# Does a poodle make a good hot-weather dog?



## Sloth (Jul 29, 2008)

I live in Florida, we don't use the AC much (if at all), so our apartment is usually 85-90 degrees. At first I thought that would be too hot for a dog, but like others have pointed out...AC has only been around for about 50 years.

However, my roommate is mildly allergic to dogs, and I know poodles don't shed. But, how would a poodle do in the heat? 

The poodle I'm looking at is a miniature, if that makes any difference. I did some browsing, and I haven't really found any "red lights" regarding poodles and heat (unlike, say, a pug) but has anyone here heard differently?


----------



## poodleholic (Mar 15, 2007)

> Sloth;341724]I live in Florida, we don't use the AC much (if at all), so our apartment is usually 85-90 degrees. At first I thought that would be too hot for a dog, but like others have pointed out...AC has only been around for about 50 years.


I live in FL, and the outside temperature may only be in the 90's, but what makes the heat insufferable is the humidity level. I would never subject a dog of any breed, much less myself, to living in this climate without AC. ESPECIALLY during the summer months.
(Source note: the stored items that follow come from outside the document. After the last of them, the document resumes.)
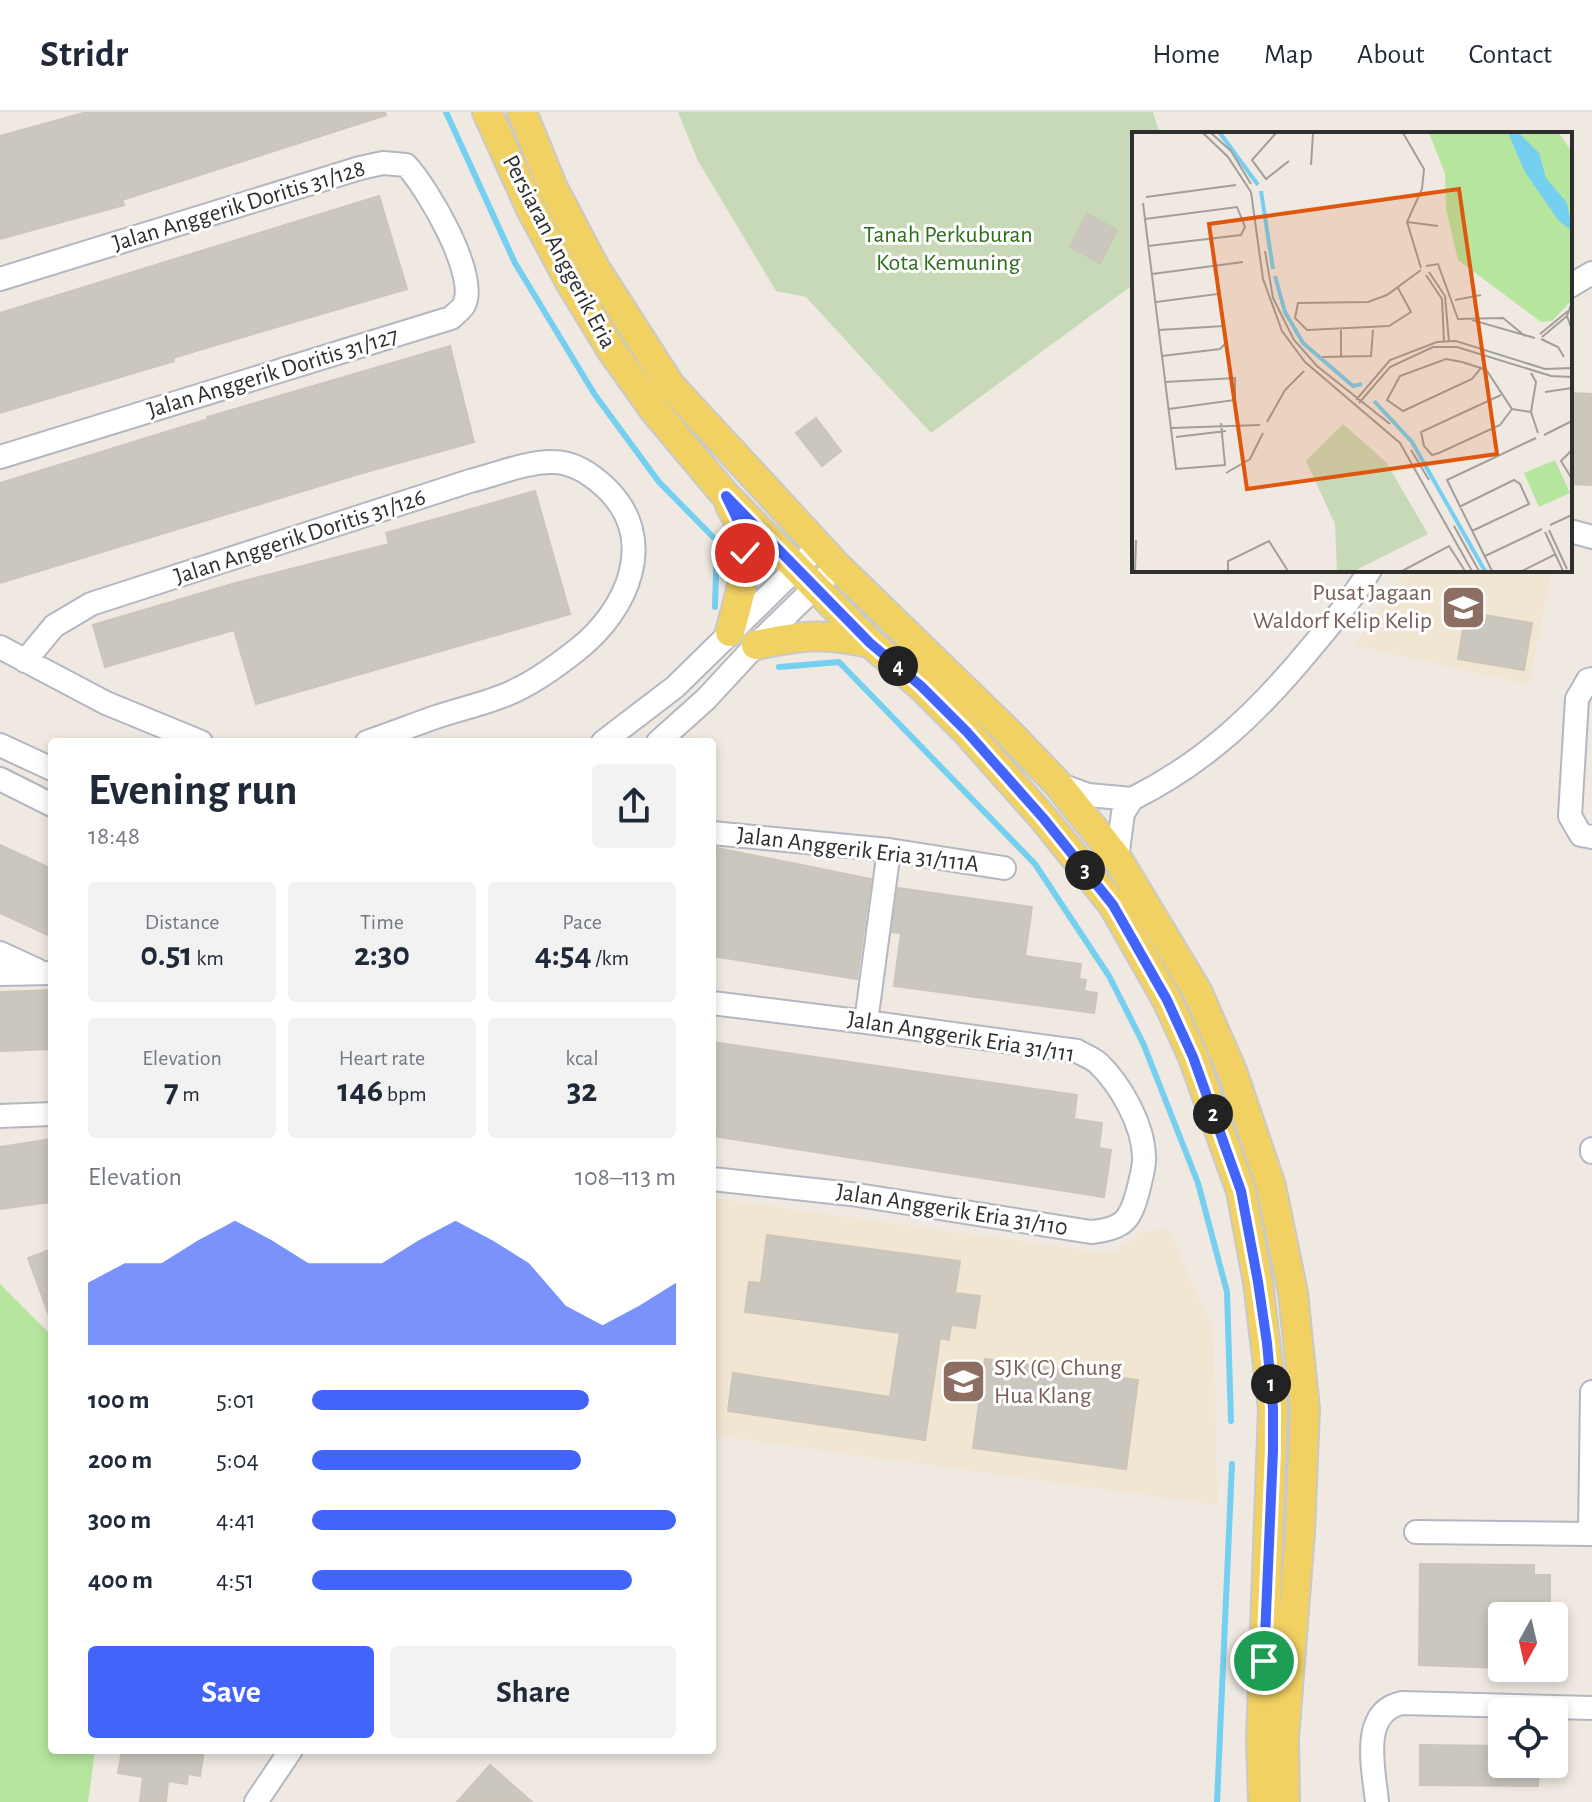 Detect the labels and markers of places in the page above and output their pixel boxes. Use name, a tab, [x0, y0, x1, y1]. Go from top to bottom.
pin	[711, 519, 779, 587]
place label: Pusat Jagaan Waldorf Kelip Kelip	[1253, 581, 1432, 633]
school or university icon: Pusat Jagaan Waldorf Kelip Kelip	[1439, 583, 1487, 631]
pin: 4	[878, 646, 918, 686]
pin: 3	[1065, 850, 1105, 890]
pin: 2	[1193, 1094, 1233, 1134]
place label: SJK (C) Chung Hua Klang	[994, 1356, 1122, 1408]
school or university icon: SJK (C) Chung Hua Klang	[939, 1358, 987, 1406]
pin: 1	[1251, 1364, 1291, 1404]
pin	[1230, 1627, 1298, 1695]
> However, my roommate is mildly allergic to dogs, and I know poodles don't shed. But, how would a poodle do in the heat?


My Poodles, very active and athletic dogs who love the outdoors, only stay outside long enough to do their business, so they can get back inside to the comfort of AC. Neighbors and others report their dogs also prefer to stay inside, avoiding the extreme discomfort of the heat and humidity during summer months, often extending into December, or later. 

Bottom line: the heat and humidity takes a toll on everyone, and can be a risk to health for both man and dog. Suffer if you will, that's your choice. Any dog you get won't have a choice, unable to voice any choice!


----------



## Darkmoon (Mar 12, 2007)

I'll post the same thing I did in your other thread be cause I feel its vital you see this. Sure A/c is "new" but its unfair to expect a dog to live in an apartment that is closed up and in the hot humid flordia air. Even in Michigan, my dog stops really doing much of anything if the air in the house goes above 80. 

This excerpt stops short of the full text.